===== Records to use =====

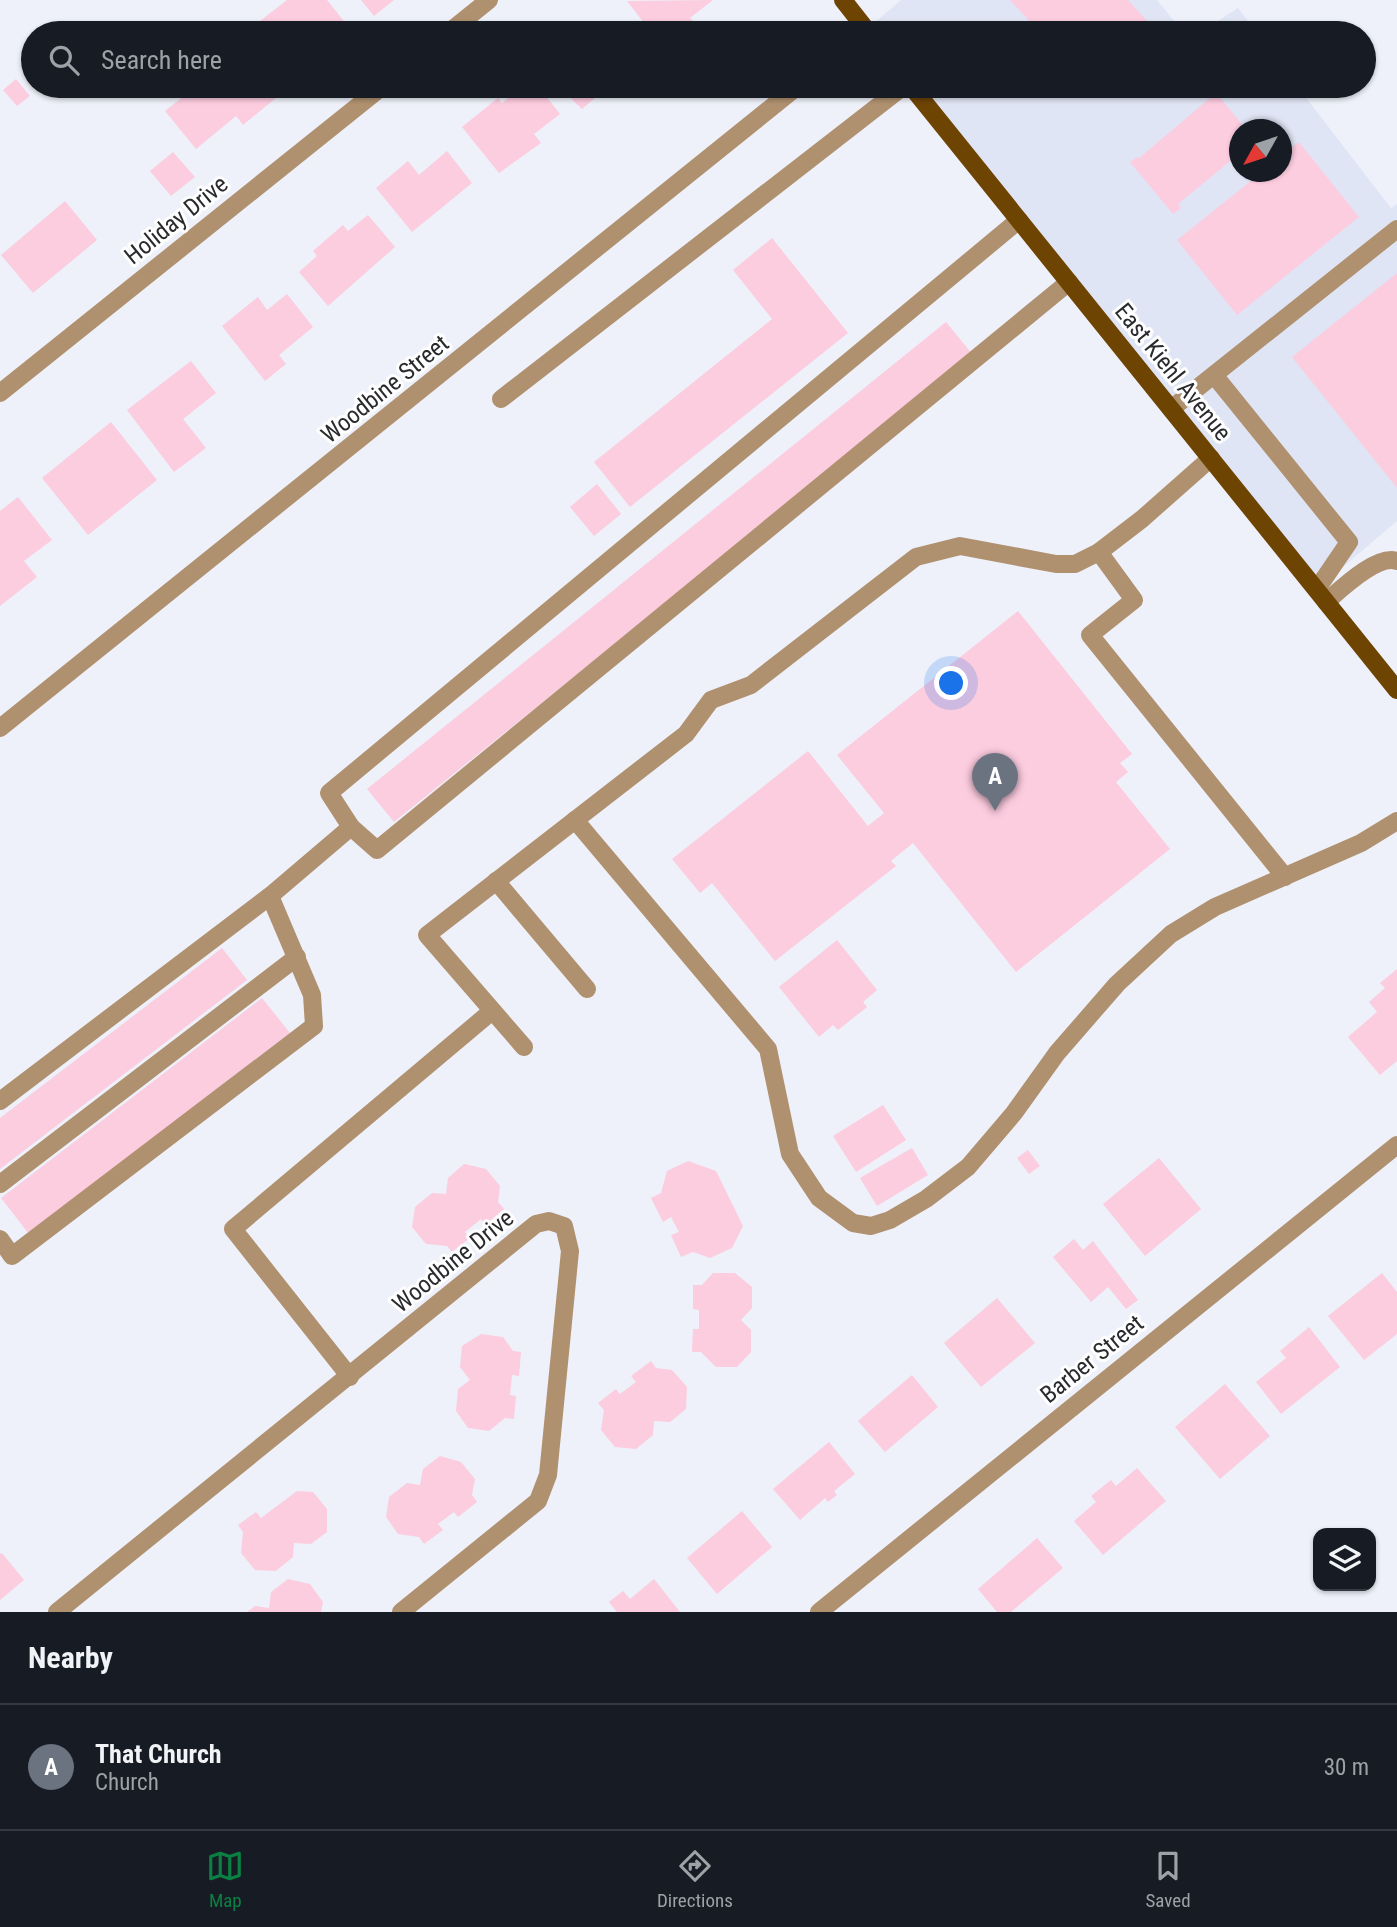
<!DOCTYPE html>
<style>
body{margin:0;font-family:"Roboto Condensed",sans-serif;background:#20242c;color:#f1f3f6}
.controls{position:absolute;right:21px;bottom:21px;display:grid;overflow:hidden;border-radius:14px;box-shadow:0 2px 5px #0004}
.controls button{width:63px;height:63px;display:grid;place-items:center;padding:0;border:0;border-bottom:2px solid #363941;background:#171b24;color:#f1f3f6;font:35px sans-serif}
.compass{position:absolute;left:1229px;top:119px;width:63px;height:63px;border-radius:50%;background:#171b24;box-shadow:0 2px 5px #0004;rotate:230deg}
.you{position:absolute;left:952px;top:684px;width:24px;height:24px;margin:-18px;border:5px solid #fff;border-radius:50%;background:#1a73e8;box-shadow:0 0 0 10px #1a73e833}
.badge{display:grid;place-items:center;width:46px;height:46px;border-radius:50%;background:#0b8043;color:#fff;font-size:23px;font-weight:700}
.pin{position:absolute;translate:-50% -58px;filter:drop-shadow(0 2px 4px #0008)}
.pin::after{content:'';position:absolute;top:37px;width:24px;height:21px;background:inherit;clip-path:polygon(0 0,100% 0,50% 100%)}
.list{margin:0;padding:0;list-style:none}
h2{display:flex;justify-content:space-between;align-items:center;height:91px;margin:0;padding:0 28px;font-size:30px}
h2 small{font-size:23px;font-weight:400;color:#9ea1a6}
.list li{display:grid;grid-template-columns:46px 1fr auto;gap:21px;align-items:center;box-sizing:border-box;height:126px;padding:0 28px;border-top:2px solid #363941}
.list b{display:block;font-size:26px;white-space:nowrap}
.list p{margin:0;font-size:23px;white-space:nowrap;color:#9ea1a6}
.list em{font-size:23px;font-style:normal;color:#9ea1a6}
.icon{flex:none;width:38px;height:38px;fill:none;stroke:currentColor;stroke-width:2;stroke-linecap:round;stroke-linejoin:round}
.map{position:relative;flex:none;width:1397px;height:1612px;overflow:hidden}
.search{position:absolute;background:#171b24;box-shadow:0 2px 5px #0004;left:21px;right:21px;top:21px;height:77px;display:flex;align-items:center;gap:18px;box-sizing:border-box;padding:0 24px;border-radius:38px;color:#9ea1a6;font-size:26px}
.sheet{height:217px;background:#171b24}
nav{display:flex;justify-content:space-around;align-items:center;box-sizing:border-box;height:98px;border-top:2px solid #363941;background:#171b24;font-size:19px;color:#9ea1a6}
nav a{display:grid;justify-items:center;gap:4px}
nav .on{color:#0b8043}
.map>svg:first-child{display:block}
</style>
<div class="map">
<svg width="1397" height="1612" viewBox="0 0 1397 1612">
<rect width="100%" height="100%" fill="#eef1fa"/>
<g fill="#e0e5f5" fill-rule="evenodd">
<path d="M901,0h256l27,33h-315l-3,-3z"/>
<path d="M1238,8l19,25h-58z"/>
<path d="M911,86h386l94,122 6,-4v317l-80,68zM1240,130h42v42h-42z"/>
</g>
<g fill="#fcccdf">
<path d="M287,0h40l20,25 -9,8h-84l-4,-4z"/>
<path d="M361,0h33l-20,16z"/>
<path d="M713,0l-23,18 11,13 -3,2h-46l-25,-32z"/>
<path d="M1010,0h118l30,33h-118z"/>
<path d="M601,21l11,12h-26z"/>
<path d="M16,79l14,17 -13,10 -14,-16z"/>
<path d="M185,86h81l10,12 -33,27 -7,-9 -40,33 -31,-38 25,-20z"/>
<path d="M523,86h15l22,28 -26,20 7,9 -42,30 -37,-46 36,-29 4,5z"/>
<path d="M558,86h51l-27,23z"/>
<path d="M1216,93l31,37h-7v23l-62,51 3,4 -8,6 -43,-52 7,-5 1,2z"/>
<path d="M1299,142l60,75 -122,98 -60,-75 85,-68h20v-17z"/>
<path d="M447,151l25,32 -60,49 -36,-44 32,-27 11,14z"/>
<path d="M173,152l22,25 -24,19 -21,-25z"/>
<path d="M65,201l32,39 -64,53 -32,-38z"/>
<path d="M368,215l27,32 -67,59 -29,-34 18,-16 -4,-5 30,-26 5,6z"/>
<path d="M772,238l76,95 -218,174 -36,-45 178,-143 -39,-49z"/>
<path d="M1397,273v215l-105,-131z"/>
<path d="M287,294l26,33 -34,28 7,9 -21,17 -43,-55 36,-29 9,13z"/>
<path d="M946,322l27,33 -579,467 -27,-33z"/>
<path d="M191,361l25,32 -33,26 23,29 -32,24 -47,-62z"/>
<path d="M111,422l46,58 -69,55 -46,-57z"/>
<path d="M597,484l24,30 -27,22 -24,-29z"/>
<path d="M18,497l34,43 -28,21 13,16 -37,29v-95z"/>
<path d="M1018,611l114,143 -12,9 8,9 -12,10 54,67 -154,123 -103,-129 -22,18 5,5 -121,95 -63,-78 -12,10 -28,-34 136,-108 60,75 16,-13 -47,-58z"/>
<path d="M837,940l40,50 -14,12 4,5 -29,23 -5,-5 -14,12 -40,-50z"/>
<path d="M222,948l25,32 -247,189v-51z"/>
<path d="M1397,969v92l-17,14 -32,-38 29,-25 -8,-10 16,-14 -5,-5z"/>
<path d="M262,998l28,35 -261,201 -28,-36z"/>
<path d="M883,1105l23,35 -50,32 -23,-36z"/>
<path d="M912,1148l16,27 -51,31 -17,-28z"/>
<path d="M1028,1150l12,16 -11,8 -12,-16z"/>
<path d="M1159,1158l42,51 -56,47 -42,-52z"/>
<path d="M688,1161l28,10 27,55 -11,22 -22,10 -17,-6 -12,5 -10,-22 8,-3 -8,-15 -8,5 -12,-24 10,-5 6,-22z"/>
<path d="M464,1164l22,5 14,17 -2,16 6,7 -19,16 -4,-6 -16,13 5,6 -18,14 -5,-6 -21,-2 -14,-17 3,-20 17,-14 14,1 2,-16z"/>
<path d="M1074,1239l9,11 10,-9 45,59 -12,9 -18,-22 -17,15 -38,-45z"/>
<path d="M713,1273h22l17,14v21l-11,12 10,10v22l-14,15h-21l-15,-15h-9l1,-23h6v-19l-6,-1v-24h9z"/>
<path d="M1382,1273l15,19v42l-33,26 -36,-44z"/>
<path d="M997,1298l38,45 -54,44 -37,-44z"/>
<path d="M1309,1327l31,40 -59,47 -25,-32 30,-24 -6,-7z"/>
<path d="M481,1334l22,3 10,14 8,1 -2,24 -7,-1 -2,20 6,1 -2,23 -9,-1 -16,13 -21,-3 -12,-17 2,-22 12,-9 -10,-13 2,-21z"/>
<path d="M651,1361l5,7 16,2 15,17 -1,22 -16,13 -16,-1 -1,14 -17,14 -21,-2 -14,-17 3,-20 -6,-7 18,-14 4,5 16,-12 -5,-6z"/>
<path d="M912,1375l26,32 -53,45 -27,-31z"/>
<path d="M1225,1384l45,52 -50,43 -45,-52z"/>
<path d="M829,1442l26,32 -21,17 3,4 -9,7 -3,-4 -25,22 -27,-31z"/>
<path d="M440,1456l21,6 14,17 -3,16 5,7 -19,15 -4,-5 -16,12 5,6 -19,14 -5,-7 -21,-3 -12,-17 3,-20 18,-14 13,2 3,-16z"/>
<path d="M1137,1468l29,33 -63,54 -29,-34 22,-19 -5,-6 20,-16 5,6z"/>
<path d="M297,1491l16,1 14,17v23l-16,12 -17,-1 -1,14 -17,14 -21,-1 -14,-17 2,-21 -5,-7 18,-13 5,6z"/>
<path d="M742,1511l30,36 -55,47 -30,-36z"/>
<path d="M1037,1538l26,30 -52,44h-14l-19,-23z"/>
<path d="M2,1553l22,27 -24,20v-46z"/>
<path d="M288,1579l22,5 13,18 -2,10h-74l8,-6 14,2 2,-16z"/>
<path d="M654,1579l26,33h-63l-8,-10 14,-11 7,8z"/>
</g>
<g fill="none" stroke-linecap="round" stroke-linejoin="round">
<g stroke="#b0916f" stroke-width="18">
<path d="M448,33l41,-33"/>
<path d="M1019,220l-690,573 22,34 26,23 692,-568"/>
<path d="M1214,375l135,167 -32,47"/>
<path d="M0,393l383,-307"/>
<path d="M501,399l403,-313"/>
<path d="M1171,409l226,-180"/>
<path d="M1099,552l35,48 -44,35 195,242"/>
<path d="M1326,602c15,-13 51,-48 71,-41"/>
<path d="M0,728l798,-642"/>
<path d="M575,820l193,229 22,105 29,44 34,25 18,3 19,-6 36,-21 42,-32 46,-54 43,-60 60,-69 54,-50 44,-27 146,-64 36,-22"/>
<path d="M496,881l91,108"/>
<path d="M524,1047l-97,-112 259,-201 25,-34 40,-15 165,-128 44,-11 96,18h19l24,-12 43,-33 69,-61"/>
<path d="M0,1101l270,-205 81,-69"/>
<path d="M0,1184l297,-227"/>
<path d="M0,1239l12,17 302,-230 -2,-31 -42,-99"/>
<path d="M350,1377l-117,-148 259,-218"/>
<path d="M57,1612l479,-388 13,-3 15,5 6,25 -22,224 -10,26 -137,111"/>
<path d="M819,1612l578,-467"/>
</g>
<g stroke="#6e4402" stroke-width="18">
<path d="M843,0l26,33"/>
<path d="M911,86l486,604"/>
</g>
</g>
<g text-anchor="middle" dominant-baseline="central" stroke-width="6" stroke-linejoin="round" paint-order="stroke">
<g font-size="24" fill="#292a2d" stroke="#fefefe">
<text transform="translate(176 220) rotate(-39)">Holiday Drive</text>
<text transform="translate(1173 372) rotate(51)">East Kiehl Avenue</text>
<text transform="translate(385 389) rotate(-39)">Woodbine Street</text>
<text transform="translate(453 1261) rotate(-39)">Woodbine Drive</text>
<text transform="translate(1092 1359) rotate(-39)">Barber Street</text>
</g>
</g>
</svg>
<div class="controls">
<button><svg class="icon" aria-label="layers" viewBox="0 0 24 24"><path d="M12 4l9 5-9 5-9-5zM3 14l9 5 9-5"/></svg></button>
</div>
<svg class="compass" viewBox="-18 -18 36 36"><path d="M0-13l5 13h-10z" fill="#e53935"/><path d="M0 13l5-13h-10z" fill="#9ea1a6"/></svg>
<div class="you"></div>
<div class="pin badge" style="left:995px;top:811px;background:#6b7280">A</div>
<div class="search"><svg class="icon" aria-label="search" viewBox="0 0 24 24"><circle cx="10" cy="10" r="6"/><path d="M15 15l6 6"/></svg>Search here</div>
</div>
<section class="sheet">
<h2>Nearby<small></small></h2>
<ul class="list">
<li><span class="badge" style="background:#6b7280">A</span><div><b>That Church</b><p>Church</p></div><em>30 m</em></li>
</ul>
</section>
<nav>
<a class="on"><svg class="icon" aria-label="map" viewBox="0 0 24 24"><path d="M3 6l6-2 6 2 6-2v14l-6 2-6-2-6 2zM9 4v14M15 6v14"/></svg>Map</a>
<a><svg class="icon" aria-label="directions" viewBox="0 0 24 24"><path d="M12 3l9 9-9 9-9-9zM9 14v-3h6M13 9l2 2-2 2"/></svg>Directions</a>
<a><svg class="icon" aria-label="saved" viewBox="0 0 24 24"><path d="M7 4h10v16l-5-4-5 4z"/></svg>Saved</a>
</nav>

=====

## Aim of the task
Looking at the entries above, say how many lines contain the word "white". Nothing but the number is needed.

## Written response
2